» Your goal:
Write out each line from the data below that includes the word "lists".

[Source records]
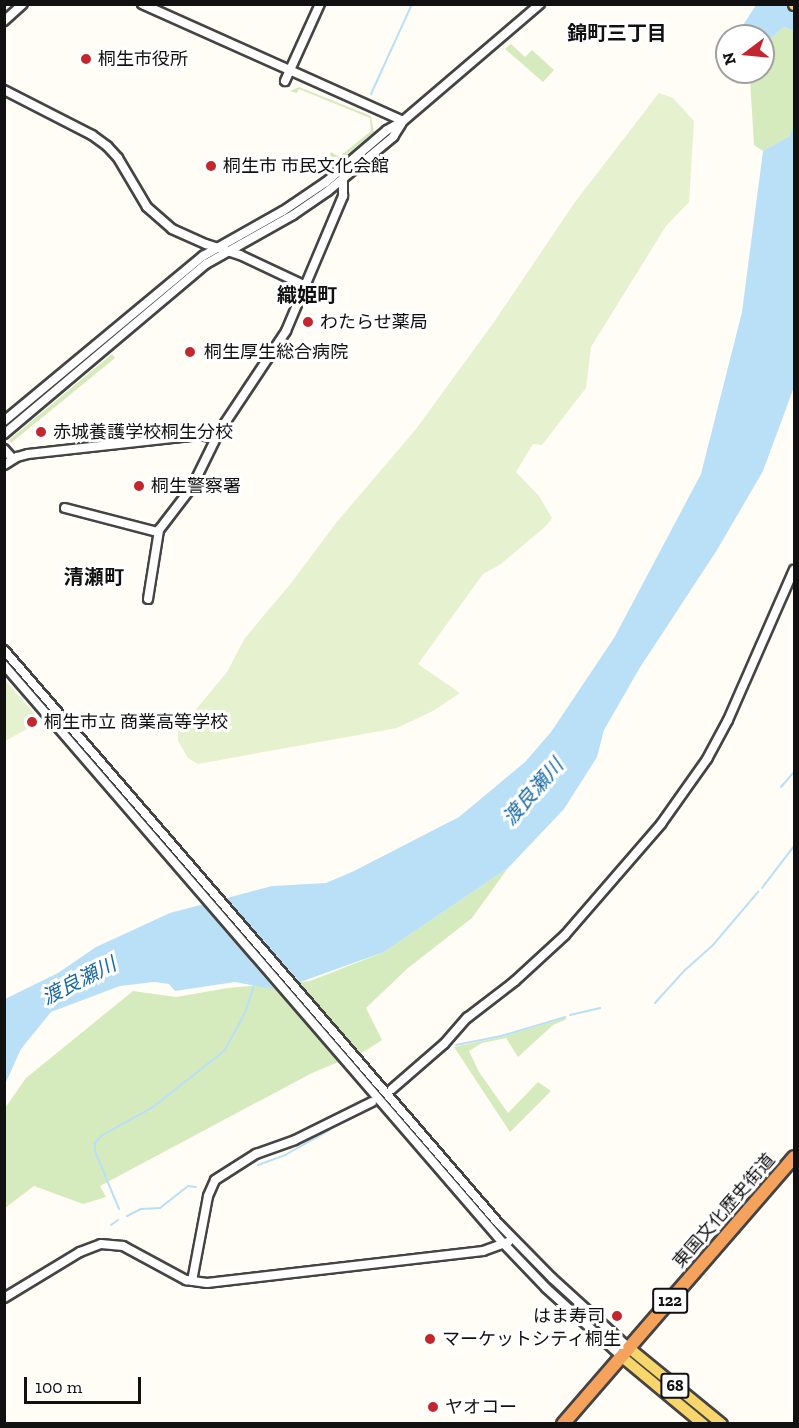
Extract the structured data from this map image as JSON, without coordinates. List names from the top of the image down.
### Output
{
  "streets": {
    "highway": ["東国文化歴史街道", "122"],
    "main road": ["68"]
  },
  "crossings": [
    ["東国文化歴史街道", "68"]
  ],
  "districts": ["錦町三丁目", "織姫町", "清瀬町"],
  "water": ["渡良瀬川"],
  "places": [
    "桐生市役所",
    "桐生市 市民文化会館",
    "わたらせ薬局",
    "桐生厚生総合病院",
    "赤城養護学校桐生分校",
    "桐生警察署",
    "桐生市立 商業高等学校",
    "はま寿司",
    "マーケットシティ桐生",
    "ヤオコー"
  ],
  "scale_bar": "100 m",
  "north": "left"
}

==

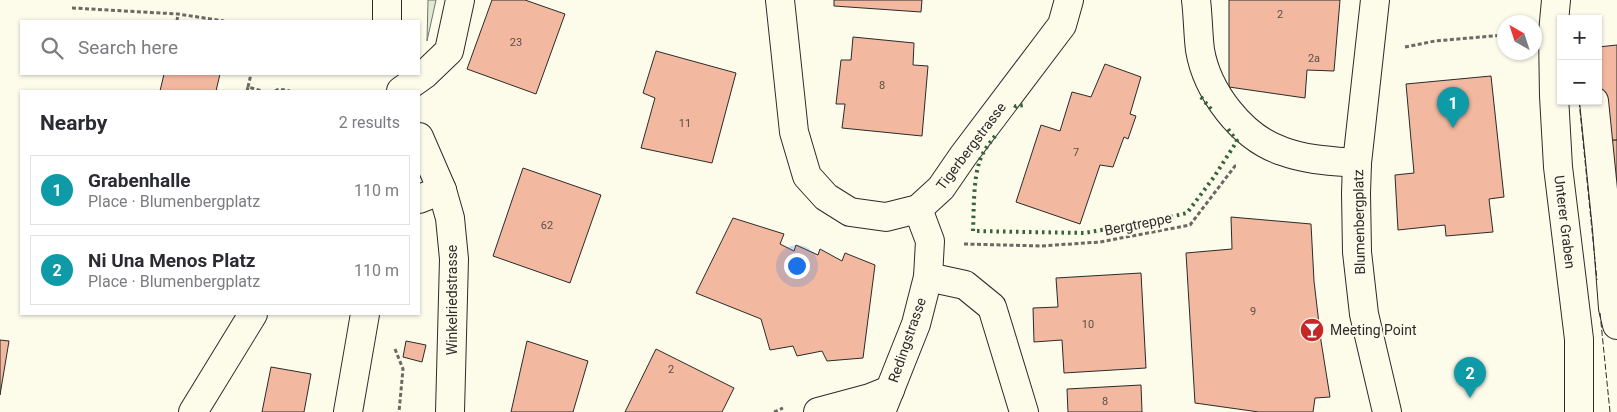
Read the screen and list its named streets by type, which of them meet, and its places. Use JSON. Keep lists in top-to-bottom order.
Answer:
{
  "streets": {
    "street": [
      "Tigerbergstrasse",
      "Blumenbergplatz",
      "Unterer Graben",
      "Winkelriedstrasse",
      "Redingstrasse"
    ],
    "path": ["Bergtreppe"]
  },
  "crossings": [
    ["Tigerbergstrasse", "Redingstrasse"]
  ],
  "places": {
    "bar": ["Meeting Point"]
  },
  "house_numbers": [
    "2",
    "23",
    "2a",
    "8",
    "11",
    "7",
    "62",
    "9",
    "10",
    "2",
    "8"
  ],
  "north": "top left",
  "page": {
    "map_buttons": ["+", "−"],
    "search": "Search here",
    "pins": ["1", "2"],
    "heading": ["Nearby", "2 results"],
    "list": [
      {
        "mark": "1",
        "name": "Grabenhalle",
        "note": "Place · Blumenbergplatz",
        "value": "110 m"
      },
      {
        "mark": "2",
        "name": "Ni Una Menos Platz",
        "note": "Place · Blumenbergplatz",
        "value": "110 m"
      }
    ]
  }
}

...

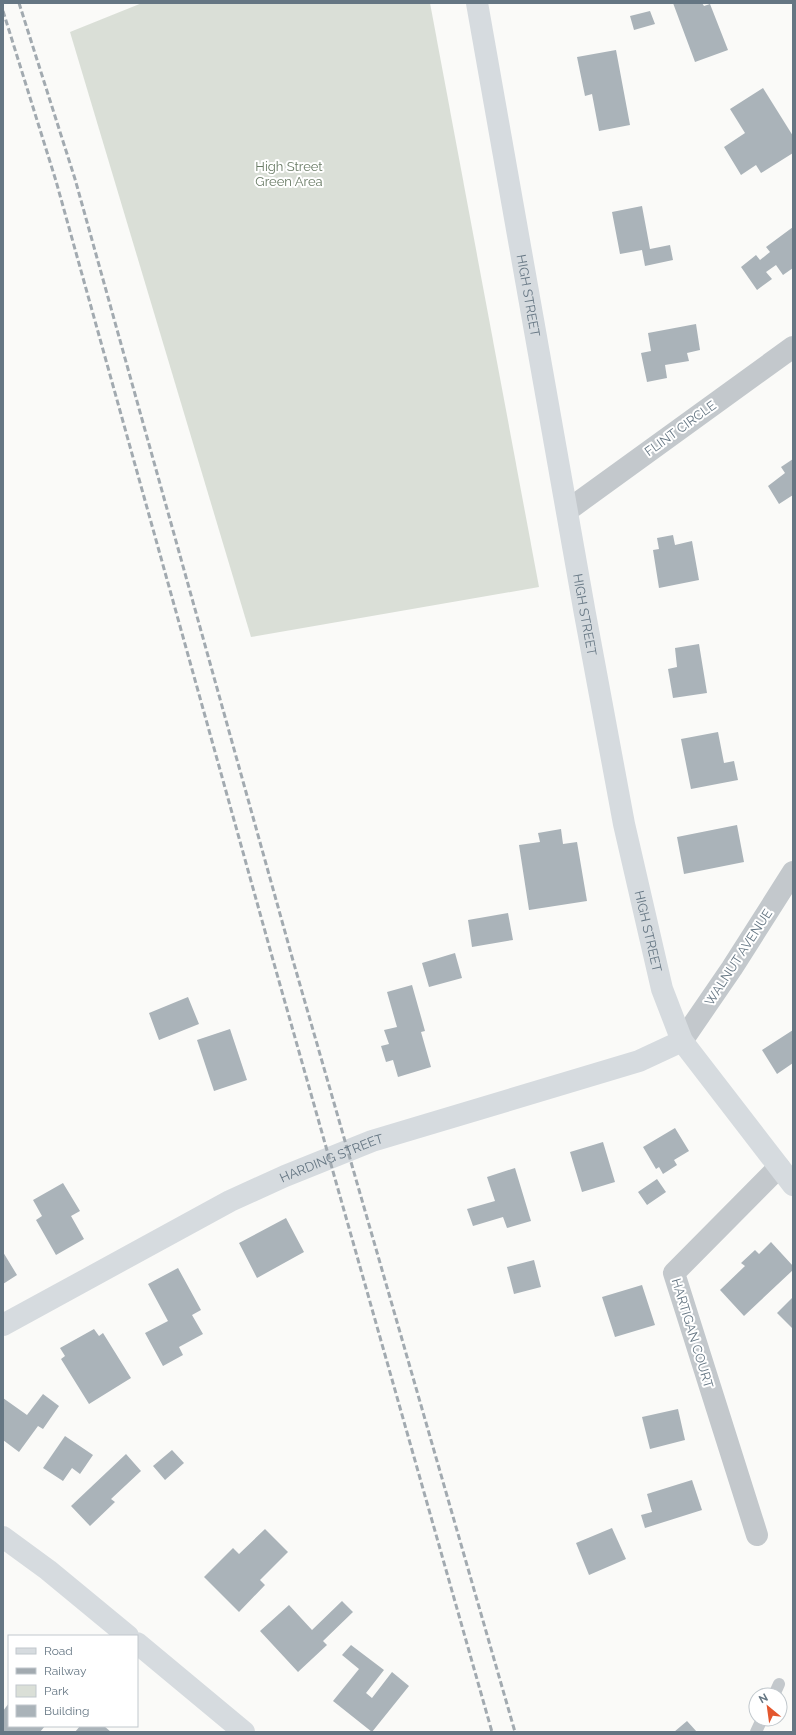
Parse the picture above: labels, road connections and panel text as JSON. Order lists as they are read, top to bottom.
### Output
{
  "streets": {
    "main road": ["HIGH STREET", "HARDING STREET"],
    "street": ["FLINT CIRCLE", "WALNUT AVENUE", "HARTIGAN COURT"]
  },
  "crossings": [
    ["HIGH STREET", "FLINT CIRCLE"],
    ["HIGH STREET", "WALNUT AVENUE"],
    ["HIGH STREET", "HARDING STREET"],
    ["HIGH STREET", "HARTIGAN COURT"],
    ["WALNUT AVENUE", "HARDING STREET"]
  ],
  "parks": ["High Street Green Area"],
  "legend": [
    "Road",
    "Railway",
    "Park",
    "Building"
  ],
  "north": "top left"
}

» Solution to the problem:
Read the screen and list its named streets by type, which of them meet, and its places. Use JSON. Keep lists in top-to-bottom order.
Parse the picture above: labels, road connections and panel text as JSON. Order lists as they are read, top to bottom.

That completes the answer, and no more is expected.